第21話
大した話もしないうちに寝ちゃったよ。そんなに強くないのに無理して飲むから。もしかして酒飲むのも初めてだったのかも。
二人で組もうと言う話をするはずだったのに、名前しか聞いてないぞ。鑑定したからちょっとは知ってるけどね。しかし、放って帰るわけにもいかんし。
結局俺はアンナをおぶって自分の宿屋へ帰る事にした。アンナがどこに泊まっているか知らんしな。
アンナをおぶって帰って来た俺を見た大将はにやっと笑って、
「あんまり大きな音を立てるなよ。」
とだけ言った。そういう意味で連れて来たんじゃないんだがな。
アンナをベッドに寝かすと俺は収納から草を取り出した。この前までお世話になっていた俺のベッドだよ。床に敷いて寝床を作った。

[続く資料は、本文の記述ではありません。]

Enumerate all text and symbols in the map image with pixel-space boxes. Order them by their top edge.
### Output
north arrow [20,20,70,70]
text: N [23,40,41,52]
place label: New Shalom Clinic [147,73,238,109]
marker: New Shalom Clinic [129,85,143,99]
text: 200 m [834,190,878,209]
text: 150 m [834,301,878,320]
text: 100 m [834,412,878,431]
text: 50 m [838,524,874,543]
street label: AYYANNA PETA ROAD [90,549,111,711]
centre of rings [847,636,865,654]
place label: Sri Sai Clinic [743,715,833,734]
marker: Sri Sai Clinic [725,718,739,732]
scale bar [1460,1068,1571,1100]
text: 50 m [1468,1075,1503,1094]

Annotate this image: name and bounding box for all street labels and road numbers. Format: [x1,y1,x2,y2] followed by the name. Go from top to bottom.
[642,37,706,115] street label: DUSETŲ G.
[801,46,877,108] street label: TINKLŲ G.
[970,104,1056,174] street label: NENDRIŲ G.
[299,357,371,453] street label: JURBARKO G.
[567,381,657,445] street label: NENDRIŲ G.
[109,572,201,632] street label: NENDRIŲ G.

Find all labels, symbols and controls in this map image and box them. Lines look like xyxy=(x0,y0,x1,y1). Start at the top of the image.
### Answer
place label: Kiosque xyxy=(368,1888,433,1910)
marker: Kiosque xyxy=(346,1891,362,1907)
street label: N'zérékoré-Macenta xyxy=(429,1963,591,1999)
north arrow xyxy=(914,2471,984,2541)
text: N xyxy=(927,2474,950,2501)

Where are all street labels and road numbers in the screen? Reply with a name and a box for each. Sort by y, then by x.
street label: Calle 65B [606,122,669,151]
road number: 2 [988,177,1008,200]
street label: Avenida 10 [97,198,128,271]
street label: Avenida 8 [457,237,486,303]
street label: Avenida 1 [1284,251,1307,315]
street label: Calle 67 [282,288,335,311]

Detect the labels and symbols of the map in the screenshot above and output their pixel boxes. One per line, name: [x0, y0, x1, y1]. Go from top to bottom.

(これからお楽しみかい?このまま寝込みを襲っちゃえば。)
突如コーラス様のお声が頭に響く。コーラス様、こんなところだけ覗かないでくださいよ。襲いませんよ。自慢じゃないが、前世でも俺は魔法使いだったんですよ、別の意味で。
そう言えば自分を鑑定した時に疑問に思った事をお聞きしてみた。
(コーラス様、頂いた加護が”健康”となっていましたが、最強の肝臓ではなかったのでしょうか。)
(ああ、あれね。肝臓だけ強化するなんて面倒くさいから全身強化しておいたわよ。)
(筋力はあまり強化された様に感じませんが。)
ガチムチになってないしね。
(強化してあるよ。おまえは元が貧弱だから、強化しても一般人より少し力が強い程度にしかならなかったんだな。)
強化して一般並みとは・・・もっと体を鍛えておけば。
(筋力は別にして、他は良くなっているはずだぞ。お前はイメージするのが得意みたいだから、魔法は結構使えたろ?)
確かに4元素使えたし、酒魔法なんて良く分らない魔法も使えるし。
(そこで寝てる子はお前と相性がいいぞ。これからもっと伸びる。だから早く唾つけちまえ。)
確かにアンナの寝顔をみると可愛い顔をしている。いや、可愛いと言うより美人だな。模擬戦の時とかキリっとした顔してた。でも酒飲ませたら台無しだ。
正直ストライクゾーンなのだが、16歳ですよ16歳。前世だったら淫行で捕まっちゃうよ。
(大丈夫だ。その娘も言ったが、この世界では15歳で成人だ。結婚も出来る。)
いつもの如く、考えを読まれてます。
でもコーラス様、何時もは話しかけて頂けないのに何故このタイミングなのでしょうか。やっぱり覗き趣味が?
(馬鹿を言うな。アリアがうるさいのだ。やれ、ジローは元気にしているかとか、ジローは死にそうになっていないかとか、毎日の様に押しかけて来るんだ。)
(それは俺を出しにしてコーラス様に会いに来ているのだと思いますよ。)
アリア様の圧が強いのか、コーラス様が鈍いのか、どっちなんだろうか。